Levocetirizine Inhibits Rhinovirus-Induced Up-Regulation of Fibrogenic and Angiogenic Factors in Nasal Polyp Fibroblasts

Abstract

Up-regulation of matrix metalloproteinases (MMPs), vascular endothelial growth factor (VEGF), and transforming growth factor (TGF) beta, may contribute to the formation of nasal polyps (NPs). Rhinovirus (RV) infection enhances expression of MMP-2, MMP-9, and VEGF in NP fibroblasts and of TGF-beta in respiratory epithelial cells. We investigated the inhibitory effects of levocetirizine (LCT) on the RV-induced expression of (1) fibrogenic (MMPs and TGF-beta) and (2) angiogenic (VEGF and TGF-beta) factors in NP fibroblasts. NP fibroblasts obtained from 11 male patients with chronic rhinosinusitis with NPs (CRSwNPs), were infected with RV serotype 16 (RV-16) for 4 hours. Cells were treated with 50 nM of LCT 24 hours before infection and for 48 hours thereafter. Expression of MMP-2, MMP-9, VEGF, and TGF-β mRNA and protein were determined by real-time polymerase chain reaction and enzyme-linked immunosorbent assays, respectively.
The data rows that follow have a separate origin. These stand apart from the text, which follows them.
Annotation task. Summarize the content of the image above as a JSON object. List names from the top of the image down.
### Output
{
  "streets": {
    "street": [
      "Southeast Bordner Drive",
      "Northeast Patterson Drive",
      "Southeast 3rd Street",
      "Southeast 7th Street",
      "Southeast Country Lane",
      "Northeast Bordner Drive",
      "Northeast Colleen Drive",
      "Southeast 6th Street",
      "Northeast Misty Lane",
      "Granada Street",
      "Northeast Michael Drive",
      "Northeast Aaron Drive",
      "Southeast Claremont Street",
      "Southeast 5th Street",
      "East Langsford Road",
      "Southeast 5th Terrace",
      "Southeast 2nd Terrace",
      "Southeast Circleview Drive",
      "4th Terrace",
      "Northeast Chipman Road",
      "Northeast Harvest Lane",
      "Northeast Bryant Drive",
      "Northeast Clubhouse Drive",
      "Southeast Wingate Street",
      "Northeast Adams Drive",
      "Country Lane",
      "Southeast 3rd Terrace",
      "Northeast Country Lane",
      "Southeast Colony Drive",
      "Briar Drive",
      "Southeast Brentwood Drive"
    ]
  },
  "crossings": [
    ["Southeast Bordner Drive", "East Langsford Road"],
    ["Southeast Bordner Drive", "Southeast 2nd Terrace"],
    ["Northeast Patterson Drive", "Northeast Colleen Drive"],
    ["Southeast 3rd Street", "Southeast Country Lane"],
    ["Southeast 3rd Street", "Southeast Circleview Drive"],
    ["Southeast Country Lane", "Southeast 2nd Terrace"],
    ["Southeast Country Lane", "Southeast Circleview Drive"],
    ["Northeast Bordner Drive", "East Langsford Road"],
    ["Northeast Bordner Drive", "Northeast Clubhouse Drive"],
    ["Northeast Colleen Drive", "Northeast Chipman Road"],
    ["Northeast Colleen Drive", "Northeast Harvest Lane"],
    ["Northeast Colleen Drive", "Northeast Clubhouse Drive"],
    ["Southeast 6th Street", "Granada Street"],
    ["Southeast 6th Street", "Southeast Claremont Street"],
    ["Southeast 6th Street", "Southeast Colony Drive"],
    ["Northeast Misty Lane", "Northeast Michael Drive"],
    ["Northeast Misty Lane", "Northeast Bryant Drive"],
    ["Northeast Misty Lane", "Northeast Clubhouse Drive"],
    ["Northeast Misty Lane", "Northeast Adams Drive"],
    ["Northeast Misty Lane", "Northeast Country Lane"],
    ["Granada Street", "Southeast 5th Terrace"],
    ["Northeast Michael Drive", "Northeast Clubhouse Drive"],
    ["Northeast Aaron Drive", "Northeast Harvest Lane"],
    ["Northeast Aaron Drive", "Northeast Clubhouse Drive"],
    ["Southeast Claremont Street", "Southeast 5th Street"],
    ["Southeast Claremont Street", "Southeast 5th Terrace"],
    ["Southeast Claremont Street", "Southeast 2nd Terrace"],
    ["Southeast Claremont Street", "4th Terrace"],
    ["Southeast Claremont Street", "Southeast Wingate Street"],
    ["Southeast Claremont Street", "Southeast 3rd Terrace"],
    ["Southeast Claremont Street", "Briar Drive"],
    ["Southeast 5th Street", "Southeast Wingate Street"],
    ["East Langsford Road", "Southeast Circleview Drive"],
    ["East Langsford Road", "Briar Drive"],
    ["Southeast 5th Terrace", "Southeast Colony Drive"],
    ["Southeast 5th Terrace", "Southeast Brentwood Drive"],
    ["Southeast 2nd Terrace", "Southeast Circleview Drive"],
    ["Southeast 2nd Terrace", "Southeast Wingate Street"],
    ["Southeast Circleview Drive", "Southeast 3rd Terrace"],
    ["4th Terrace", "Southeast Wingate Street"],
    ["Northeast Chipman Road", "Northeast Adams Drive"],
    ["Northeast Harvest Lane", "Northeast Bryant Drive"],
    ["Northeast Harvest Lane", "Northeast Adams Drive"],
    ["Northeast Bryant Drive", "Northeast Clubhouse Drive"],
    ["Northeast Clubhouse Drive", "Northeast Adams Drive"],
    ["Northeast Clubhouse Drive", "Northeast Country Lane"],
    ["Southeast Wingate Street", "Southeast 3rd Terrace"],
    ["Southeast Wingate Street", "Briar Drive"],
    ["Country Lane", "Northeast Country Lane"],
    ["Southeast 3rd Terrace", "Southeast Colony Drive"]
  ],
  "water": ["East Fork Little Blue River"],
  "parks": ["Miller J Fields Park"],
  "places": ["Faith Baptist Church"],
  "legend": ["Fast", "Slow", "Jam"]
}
LCT significantly inhibited RV-induced increases in MMP-2, MMP-9, VEGF, and TGF-beta mRNA, and protein expression, in NP fibroblasts (p < 0.05 for each comparison). LCT inhibits RV-induced up-regulation of fibrogenic and angiogenic factors in NP fibroblasts, suggesting that LCT may prevent NP formation in patients with CRSwNP caused by RV infection.